------ DATA IN THIS EXERCISE

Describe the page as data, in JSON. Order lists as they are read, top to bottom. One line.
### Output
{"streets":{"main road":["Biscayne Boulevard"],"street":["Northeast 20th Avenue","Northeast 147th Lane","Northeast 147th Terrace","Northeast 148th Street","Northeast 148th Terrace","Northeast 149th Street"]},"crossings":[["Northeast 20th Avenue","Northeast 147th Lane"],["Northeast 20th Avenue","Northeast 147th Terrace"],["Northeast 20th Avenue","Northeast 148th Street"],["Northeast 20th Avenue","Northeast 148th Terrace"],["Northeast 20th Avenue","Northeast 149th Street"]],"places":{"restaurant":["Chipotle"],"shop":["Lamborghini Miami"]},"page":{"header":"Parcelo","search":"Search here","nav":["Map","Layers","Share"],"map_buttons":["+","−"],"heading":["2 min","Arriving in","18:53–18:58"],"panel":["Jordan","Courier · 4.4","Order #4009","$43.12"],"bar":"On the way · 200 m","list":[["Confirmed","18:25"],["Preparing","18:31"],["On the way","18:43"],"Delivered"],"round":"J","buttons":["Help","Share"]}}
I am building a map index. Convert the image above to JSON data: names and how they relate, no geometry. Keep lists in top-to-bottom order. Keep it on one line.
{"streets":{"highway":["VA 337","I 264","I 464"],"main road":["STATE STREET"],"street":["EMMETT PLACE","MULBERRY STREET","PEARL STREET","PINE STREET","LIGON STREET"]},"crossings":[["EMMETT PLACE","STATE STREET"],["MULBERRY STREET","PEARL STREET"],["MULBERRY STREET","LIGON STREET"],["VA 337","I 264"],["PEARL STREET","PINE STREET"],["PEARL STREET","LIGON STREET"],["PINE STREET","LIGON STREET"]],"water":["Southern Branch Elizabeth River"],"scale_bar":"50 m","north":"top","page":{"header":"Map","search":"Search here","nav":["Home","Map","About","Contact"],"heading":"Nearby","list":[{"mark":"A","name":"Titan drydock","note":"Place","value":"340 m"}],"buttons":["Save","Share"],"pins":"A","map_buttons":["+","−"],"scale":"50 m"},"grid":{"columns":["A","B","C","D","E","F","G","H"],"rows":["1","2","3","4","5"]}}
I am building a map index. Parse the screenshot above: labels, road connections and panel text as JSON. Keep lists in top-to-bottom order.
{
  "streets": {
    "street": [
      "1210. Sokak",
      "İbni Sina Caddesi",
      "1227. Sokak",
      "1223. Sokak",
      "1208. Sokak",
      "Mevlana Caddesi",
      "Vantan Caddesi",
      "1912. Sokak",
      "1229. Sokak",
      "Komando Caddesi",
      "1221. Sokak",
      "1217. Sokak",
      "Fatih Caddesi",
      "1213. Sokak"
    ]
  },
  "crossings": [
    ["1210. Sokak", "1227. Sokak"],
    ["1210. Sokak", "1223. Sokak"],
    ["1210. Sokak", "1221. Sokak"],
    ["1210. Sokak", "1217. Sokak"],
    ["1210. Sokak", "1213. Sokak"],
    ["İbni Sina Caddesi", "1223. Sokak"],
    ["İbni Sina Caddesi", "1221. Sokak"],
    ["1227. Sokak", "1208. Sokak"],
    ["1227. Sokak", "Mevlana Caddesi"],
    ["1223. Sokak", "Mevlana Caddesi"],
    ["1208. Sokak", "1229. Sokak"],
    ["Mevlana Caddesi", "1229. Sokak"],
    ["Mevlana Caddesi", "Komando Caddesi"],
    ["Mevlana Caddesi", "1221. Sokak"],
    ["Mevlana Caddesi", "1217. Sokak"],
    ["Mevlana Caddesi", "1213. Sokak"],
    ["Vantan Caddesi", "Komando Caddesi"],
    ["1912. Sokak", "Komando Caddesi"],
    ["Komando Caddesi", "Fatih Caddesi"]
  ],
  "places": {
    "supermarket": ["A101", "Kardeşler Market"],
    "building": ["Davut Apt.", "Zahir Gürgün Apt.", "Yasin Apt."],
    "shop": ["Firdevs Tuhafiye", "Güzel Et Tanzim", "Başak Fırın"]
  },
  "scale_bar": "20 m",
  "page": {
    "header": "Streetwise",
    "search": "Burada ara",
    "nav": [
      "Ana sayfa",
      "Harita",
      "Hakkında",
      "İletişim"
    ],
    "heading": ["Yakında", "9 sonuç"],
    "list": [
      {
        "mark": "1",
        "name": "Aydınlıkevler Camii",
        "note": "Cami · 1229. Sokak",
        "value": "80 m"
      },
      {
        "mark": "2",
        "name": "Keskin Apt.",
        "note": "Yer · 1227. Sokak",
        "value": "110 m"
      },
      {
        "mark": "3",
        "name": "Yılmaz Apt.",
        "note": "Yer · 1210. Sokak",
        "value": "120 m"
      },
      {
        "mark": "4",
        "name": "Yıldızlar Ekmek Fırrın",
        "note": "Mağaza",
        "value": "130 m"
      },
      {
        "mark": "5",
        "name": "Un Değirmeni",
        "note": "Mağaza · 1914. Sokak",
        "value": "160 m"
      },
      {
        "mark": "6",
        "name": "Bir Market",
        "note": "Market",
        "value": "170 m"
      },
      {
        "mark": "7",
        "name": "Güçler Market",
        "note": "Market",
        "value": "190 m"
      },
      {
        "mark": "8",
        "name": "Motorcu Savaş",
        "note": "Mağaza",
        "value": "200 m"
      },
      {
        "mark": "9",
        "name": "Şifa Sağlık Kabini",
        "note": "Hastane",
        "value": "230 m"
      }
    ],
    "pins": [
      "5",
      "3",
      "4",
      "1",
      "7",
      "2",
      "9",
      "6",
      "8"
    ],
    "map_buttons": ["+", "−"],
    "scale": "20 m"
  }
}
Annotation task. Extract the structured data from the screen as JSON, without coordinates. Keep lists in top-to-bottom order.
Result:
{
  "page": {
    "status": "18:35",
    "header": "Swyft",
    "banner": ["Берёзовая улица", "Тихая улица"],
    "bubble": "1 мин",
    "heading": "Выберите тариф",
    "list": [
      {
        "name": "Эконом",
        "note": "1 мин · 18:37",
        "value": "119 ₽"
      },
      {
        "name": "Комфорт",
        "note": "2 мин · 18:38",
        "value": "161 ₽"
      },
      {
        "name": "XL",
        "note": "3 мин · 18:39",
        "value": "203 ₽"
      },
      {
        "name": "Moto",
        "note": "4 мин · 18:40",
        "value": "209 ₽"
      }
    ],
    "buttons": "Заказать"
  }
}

------------

* _THE TASK_
Show all lines in the records above that hold "index".

* _ANSWER_
I am building a map index. Convert the image above to JSON data: names and how they relate, no geometry. Keep lists in top-to-bottom order. Keep it on one line.
I am building a map index. Parse the screenshot above: labels, road connections and panel text as JSON. Keep lists in top-to-bottom order.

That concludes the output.